:: What is expected ::
The answer should contain all of the records below, each one copied word for word.

Collection entries
::::::::
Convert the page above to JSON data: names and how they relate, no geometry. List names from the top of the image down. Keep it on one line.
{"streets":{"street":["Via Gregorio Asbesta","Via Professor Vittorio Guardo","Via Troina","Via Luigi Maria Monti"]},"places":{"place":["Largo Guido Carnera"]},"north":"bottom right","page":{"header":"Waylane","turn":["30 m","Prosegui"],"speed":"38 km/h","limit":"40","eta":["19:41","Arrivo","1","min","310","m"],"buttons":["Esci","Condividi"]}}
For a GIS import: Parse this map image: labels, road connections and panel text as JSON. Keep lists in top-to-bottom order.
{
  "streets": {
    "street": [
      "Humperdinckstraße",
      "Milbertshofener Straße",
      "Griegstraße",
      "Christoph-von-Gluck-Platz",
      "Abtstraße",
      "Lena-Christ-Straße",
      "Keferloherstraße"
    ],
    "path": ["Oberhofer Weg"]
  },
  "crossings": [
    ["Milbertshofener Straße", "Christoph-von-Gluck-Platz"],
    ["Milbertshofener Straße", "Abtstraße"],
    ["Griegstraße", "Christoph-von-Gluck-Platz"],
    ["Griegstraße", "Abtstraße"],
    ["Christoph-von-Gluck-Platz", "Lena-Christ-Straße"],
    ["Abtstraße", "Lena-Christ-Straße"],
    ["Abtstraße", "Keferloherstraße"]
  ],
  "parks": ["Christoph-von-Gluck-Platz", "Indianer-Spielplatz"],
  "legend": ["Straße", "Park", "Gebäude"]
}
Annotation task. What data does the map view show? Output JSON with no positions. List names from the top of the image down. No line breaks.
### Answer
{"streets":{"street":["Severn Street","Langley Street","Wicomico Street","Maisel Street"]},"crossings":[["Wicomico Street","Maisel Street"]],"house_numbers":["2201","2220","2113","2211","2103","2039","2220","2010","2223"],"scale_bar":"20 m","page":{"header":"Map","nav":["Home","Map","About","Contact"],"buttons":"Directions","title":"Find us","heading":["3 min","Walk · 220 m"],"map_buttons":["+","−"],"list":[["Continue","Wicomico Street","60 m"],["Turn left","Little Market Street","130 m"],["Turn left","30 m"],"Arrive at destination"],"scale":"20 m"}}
::::::::
:: Exercise response ::
Convert the page above to JSON data: names and how they relate, no geometry. List names from the top of the image down. Keep it on one line.
{"streets":{"street":["Via Gregorio Asbesta","Via Professor Vittorio Guardo","Via Troina","Via Luigi Maria Monti"]},"places":{"place":["Largo Guido Carnera"]},"north":"bottom right","page":{"header":"Waylane","turn":["30 m","Prosegui"],"speed":"38 km/h","limit":"40","eta":["19:41","Arrivo","1","min","310","m"],"buttons":["Esci","Condividi"]}}
For a GIS import: Parse this map image: labels, road connections and panel text as JSON. Keep lists in top-to-bottom order.
{
  "streets": {
    "street": [
      "Humperdinckstraße",
      "Milbertshofener Straße",
      "Griegstraße",
      "Christoph-von-Gluck-Platz",
      "Abtstraße",
      "Lena-Christ-Straße",
      "Keferloherstraße"
    ],
    "path": ["Oberhofer Weg"]
  },
  "crossings": [
    ["Milbertshofener Straße", "Christoph-von-Gluck-Platz"],
    ["Milbertshofener Straße", "Abtstraße"],
    ["Griegstraße", "Christoph-von-Gluck-Platz"],
    ["Griegstraße", "Abtstraße"],
    ["Christoph-von-Gluck-Platz", "Lena-Christ-Straße"],
    ["Abtstraße", "Lena-Christ-Straße"],
    ["Abtstraße", "Keferloherstraße"]
  ],
  "parks": ["Christoph-von-Gluck-Platz", "Indianer-Spielplatz"],
  "legend": ["Straße", "Park", "Gebäude"]
}
Annotation task. What data does the map view show? Output JSON with no positions. List names from the top of the image down. No line breaks.
### Answer
{"streets":{"street":["Severn Street","Langley Street","Wicomico Street","Maisel Street"]},"crossings":[["Wicomico Street","Maisel Street"]],"house_numbers":["2201","2220","2113","2211","2103","2039","2220","2010","2223"],"scale_bar":"20 m","page":{"header":"Map","nav":["Home","Map","About","Contact"],"buttons":"Directions","title":"Find us","heading":["3 min","Walk · 220 m"],"map_buttons":["+","−"],"list":[["Continue","Wicomico Street","60 m"],["Turn left","Little Market Street","130 m"],["Turn left","30 m"],"Arrive at destination"],"scale":"20 m"}}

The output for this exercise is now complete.